TASK STATEMENT: Copy out exactly the lines from the first line of the material below through the line containing "filter:drop-shadow(2px 0 #a4a4a4)", and nothing beyond them.

DATA:

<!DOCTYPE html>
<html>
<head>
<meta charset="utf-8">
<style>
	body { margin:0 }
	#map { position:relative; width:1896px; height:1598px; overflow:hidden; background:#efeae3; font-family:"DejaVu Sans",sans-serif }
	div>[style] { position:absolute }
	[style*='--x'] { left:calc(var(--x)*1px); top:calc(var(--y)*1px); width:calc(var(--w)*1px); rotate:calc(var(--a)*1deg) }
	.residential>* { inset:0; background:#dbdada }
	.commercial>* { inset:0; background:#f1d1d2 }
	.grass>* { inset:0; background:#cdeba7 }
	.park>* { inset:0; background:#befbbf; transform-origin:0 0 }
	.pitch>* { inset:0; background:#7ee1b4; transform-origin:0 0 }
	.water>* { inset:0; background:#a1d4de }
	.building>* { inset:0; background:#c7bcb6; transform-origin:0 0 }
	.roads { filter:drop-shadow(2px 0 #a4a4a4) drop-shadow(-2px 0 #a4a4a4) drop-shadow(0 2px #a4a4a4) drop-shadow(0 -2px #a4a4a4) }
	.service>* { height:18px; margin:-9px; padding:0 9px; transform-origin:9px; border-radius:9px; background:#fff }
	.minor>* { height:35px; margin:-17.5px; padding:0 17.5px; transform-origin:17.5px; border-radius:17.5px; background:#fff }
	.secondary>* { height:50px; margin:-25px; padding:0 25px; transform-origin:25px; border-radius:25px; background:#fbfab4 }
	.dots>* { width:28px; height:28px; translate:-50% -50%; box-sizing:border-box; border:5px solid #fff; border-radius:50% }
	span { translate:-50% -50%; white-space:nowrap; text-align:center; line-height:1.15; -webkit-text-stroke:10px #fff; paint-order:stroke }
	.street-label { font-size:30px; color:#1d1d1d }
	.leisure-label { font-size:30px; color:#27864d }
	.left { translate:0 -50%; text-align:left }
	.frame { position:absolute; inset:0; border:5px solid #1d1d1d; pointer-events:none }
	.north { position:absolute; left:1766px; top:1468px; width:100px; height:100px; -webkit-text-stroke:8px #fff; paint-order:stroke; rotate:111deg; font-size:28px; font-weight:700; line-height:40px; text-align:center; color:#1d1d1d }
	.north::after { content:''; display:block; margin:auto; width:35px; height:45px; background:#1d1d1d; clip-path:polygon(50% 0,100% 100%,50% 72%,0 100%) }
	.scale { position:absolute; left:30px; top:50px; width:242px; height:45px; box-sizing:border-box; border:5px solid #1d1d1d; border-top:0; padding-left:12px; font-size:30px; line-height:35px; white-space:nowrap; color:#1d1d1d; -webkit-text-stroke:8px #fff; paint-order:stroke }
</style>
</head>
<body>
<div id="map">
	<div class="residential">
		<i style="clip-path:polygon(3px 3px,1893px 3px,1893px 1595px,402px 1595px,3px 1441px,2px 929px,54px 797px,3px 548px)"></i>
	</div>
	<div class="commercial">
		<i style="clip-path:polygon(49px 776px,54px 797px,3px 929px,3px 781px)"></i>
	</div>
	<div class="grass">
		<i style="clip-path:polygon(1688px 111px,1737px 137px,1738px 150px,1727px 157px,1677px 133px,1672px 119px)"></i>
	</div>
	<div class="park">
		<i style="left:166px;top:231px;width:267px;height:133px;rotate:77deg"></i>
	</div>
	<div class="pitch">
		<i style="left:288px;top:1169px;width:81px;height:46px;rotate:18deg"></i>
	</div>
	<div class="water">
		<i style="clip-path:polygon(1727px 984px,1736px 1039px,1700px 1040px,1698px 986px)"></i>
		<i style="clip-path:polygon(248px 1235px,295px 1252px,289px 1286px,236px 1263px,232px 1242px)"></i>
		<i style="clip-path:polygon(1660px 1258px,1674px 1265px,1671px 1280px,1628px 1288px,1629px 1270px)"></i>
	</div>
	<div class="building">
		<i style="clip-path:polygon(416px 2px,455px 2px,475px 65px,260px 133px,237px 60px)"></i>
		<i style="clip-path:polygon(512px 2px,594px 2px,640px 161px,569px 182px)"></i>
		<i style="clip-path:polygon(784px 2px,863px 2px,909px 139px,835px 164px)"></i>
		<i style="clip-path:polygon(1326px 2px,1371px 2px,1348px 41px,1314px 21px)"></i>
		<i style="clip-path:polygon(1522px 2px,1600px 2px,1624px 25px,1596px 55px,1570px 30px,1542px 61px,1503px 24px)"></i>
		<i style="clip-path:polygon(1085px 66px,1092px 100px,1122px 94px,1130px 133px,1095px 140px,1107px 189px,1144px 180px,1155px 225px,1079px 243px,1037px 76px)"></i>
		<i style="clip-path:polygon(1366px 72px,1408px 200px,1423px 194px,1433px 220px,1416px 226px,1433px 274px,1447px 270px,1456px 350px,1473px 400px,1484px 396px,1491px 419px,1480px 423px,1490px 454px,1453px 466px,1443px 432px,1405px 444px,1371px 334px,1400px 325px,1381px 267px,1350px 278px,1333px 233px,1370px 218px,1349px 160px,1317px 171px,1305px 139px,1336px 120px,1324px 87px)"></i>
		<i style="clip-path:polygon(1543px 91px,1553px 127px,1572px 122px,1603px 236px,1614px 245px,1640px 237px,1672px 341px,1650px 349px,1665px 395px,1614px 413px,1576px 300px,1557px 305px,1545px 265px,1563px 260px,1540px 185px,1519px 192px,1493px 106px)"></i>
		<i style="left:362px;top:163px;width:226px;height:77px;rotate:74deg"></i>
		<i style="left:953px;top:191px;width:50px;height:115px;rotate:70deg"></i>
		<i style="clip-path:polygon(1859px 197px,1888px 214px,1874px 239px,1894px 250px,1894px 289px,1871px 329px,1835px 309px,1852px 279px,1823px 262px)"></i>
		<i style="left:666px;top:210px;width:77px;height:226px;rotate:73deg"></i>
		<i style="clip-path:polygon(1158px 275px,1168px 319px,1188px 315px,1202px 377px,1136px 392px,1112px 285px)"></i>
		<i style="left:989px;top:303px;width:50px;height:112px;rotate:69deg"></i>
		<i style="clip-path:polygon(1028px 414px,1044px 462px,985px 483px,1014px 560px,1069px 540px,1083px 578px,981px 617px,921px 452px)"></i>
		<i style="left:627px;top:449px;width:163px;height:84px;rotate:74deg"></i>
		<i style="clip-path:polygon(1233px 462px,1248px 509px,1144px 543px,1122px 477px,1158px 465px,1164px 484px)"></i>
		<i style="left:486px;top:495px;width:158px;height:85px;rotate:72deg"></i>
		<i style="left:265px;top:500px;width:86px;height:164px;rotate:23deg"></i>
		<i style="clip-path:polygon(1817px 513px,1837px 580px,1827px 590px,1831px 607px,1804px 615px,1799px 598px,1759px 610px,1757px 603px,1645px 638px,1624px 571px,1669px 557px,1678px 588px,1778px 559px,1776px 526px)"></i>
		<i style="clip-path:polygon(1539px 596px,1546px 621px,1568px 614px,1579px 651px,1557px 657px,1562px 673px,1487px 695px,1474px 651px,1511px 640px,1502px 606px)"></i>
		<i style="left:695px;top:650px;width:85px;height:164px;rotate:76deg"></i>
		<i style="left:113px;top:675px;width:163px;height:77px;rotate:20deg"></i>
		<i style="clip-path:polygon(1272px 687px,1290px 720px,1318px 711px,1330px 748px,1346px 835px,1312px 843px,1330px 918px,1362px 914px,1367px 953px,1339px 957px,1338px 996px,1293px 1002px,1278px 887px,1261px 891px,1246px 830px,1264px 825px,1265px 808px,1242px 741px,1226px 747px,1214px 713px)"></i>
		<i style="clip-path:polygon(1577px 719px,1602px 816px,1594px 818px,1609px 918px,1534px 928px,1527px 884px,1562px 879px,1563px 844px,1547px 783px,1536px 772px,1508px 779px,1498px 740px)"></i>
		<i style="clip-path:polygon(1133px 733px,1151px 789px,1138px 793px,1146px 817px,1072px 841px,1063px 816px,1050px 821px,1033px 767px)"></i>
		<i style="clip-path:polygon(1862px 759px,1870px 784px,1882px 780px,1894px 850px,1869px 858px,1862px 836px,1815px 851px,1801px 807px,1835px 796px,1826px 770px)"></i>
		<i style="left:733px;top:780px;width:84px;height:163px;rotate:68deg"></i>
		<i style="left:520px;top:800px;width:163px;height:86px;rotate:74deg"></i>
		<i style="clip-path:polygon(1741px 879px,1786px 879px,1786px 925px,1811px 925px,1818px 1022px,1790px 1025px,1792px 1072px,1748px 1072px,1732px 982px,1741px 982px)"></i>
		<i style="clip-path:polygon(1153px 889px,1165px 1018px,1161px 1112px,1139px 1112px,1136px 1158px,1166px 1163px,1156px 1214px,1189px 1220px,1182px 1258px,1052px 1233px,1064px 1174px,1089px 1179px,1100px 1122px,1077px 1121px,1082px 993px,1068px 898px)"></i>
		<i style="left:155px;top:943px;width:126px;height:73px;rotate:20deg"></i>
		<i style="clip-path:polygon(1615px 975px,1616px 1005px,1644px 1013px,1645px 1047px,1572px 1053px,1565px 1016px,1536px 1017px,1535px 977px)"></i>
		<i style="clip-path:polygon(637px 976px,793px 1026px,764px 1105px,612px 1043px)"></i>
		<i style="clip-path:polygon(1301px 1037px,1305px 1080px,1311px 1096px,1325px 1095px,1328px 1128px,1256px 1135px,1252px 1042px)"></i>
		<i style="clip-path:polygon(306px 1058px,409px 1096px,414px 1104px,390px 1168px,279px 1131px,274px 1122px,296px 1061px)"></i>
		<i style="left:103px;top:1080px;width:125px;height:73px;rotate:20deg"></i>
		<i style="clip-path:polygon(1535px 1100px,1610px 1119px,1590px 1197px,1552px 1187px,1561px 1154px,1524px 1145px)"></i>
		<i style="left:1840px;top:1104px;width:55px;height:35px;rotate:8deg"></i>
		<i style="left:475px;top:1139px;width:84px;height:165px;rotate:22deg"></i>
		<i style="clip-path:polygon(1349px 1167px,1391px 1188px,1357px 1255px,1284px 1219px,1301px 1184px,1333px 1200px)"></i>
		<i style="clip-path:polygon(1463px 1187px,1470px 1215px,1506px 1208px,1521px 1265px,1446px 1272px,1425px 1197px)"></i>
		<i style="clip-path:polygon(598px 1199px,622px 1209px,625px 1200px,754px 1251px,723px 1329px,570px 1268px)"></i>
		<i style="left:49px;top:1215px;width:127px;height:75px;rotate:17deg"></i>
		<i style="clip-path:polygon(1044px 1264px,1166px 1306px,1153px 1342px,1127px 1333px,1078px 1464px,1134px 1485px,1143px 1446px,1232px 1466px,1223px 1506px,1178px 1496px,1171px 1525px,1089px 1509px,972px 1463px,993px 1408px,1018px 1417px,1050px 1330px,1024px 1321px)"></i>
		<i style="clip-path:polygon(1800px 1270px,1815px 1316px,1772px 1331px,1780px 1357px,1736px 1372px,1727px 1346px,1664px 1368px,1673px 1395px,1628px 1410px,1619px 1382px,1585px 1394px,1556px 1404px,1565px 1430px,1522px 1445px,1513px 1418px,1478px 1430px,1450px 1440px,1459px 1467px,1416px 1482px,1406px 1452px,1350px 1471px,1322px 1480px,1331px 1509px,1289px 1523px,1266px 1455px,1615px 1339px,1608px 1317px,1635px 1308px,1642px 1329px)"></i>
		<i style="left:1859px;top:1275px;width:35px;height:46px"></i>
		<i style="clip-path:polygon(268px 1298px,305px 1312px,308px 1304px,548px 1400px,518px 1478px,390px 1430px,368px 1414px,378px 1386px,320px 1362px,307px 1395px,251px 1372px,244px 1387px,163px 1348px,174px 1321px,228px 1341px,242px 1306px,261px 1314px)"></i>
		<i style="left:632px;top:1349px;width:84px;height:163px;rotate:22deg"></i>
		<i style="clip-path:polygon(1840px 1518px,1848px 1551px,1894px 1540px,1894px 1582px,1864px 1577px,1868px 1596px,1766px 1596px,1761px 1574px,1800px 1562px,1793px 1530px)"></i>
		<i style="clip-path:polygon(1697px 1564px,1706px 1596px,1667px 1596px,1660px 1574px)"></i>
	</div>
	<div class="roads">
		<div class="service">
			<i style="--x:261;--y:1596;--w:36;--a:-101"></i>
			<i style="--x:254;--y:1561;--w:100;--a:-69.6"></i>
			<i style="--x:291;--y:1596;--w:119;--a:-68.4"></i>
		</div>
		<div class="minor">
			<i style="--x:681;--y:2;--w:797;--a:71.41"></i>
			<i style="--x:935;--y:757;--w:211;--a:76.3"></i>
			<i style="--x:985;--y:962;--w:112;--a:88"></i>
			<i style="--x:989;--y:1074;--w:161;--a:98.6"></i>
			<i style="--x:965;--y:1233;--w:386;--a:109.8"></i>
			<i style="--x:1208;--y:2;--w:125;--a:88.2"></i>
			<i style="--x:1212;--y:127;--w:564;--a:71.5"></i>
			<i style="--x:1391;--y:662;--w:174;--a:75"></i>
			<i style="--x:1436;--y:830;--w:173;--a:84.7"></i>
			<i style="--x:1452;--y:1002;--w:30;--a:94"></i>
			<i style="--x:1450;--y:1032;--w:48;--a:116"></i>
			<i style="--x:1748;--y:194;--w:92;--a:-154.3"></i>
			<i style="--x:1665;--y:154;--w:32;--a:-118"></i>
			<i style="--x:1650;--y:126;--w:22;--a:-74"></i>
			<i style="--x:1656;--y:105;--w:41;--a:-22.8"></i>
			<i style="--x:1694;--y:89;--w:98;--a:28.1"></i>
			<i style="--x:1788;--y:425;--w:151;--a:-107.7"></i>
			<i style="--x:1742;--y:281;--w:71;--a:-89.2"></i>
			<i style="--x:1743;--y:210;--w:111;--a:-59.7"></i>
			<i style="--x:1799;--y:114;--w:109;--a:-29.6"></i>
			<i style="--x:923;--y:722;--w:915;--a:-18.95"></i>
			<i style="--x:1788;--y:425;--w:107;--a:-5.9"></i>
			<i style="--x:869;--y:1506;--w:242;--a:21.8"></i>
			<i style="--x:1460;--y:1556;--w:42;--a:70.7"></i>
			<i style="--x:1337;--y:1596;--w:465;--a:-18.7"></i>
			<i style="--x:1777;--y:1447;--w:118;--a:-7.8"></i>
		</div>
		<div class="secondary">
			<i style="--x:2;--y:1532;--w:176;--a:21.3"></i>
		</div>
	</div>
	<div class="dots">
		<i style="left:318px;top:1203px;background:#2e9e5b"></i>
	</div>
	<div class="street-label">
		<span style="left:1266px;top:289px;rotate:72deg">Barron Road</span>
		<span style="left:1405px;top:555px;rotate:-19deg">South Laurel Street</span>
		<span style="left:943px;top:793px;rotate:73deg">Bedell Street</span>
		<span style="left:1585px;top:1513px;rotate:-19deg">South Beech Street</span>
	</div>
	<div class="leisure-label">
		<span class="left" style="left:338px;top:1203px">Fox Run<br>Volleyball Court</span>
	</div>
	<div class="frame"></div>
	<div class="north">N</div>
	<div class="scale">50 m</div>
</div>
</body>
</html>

EXERCISE RESULT:
<!DOCTYPE html>
<html>
<head>
<meta charset="utf-8">
<style>
	body { margin:0 }
	#map { position:relative; width:1896px; height:1598px; overflow:hidden; background:#efeae3; font-family:"DejaVu Sans",sans-serif }
	div>[style] { position:absolute }
	[style*='--x'] { left:calc(var(--x)*1px); top:calc(var(--y)*1px); width:calc(var(--w)*1px); rotate:calc(var(--a)*1deg) }
	.residential>* { inset:0; background:#dbdada }
	.commercial>* { inset:0; background:#f1d1d2 }
	.grass>* { inset:0; background:#cdeba7 }
	.park>* { inset:0; background:#befbbf; transform-origin:0 0 }
	.pitch>* { inset:0; background:#7ee1b4; transform-origin:0 0 }
	.water>* { inset:0; background:#a1d4de }
	.building>* { inset:0; background:#c7bcb6; transform-origin:0 0 }
	.roads { filter:drop-shadow(2px 0 #a4a4a4) drop-shadow(-2px 0 #a4a4a4) drop-shadow(0 2px #a4a4a4) drop-shadow(0 -2px #a4a4a4) }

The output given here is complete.